WORK TASK -
Look through the records, and whenever a line includes the word "tertiary", copy it.

Collected data:
::::
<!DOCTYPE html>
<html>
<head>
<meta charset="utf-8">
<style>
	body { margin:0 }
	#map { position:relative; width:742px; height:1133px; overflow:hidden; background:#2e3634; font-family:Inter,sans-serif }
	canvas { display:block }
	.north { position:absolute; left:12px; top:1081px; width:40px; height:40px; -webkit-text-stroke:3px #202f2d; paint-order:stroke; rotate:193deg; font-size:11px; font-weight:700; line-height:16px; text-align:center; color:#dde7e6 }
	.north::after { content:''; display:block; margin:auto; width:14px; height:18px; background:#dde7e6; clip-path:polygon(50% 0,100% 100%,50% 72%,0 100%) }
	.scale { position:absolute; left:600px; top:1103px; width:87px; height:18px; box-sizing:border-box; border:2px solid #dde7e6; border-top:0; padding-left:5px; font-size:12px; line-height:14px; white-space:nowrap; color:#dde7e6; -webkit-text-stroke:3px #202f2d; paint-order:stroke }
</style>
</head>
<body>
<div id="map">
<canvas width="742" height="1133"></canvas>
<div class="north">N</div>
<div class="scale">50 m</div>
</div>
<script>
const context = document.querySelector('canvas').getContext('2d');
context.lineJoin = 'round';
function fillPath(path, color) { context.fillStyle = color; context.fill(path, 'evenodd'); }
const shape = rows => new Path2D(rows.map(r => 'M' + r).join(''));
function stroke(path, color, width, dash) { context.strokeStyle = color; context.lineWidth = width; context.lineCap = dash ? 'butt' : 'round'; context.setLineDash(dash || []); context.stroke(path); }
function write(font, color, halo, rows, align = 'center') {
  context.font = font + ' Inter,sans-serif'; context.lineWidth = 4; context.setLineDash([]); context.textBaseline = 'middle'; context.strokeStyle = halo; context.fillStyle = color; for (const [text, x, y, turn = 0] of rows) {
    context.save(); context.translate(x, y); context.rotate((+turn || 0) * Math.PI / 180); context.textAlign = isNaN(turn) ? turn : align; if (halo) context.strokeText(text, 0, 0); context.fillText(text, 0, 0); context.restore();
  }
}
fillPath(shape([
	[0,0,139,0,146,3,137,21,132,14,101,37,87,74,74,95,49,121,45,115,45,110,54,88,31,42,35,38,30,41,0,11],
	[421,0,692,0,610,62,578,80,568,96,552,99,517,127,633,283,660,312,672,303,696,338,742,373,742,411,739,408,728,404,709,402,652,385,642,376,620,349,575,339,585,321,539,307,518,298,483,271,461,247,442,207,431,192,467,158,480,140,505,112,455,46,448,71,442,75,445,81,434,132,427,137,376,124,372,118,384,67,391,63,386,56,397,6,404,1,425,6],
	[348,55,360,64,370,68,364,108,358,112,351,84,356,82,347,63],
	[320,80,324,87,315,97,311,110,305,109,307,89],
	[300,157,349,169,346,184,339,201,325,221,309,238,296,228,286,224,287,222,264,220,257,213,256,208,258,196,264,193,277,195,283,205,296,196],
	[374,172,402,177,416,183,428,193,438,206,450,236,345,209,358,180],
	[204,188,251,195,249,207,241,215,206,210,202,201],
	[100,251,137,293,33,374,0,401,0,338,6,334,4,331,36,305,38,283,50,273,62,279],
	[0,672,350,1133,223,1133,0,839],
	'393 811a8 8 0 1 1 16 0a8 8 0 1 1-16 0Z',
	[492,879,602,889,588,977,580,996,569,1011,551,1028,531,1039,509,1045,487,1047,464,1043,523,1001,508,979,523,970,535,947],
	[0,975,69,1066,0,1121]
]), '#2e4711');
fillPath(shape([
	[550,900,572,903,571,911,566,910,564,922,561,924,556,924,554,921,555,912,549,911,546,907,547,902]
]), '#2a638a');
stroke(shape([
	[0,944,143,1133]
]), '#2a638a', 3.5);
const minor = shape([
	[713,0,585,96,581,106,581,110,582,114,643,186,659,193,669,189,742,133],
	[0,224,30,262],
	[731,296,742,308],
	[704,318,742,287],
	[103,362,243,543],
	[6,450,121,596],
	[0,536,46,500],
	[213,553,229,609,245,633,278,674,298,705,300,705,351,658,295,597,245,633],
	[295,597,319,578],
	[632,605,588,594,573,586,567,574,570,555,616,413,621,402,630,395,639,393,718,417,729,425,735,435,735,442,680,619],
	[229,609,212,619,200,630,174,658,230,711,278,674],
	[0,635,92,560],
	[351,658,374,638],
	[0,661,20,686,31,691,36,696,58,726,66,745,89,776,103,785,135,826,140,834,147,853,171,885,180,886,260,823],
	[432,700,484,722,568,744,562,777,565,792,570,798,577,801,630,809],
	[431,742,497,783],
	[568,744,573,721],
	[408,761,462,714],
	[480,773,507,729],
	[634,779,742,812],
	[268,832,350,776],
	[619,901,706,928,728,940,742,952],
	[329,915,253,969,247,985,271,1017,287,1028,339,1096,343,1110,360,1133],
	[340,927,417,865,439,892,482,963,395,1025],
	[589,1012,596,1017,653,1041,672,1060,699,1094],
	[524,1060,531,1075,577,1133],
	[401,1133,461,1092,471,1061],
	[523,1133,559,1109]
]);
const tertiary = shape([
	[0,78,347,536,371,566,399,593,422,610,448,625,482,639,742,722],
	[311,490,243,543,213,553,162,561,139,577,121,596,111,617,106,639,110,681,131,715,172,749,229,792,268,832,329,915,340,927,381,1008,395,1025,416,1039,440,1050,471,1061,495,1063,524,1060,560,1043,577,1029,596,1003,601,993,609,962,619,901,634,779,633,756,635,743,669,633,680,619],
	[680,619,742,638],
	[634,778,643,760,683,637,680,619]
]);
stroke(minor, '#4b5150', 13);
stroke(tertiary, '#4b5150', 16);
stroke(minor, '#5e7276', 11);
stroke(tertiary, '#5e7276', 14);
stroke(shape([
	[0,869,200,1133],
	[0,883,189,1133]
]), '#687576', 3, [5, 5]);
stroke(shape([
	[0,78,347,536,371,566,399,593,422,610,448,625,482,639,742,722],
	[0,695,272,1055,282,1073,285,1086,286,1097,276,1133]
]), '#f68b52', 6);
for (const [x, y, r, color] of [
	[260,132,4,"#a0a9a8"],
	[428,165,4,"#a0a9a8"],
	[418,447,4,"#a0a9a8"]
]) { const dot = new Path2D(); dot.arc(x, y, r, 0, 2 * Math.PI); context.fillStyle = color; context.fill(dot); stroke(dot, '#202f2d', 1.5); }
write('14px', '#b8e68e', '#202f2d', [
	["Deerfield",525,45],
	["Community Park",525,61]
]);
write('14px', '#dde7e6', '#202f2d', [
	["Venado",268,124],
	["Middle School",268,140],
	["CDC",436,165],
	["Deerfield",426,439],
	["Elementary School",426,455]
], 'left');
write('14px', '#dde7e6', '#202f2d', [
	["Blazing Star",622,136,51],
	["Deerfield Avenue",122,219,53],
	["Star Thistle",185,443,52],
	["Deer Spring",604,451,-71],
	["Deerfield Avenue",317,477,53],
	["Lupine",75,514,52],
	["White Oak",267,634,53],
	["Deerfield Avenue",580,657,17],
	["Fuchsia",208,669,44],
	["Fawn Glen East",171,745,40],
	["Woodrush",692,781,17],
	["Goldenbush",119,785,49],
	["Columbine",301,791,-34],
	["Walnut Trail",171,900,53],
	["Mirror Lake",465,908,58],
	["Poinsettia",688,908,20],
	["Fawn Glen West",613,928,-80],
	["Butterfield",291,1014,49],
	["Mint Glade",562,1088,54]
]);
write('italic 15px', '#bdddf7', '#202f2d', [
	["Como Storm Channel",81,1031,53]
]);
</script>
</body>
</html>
::::
ANSWER BELOW -
const tertiary = shape([
stroke(tertiary, '#4b5150', 16);
stroke(tertiary, '#5e7276', 14);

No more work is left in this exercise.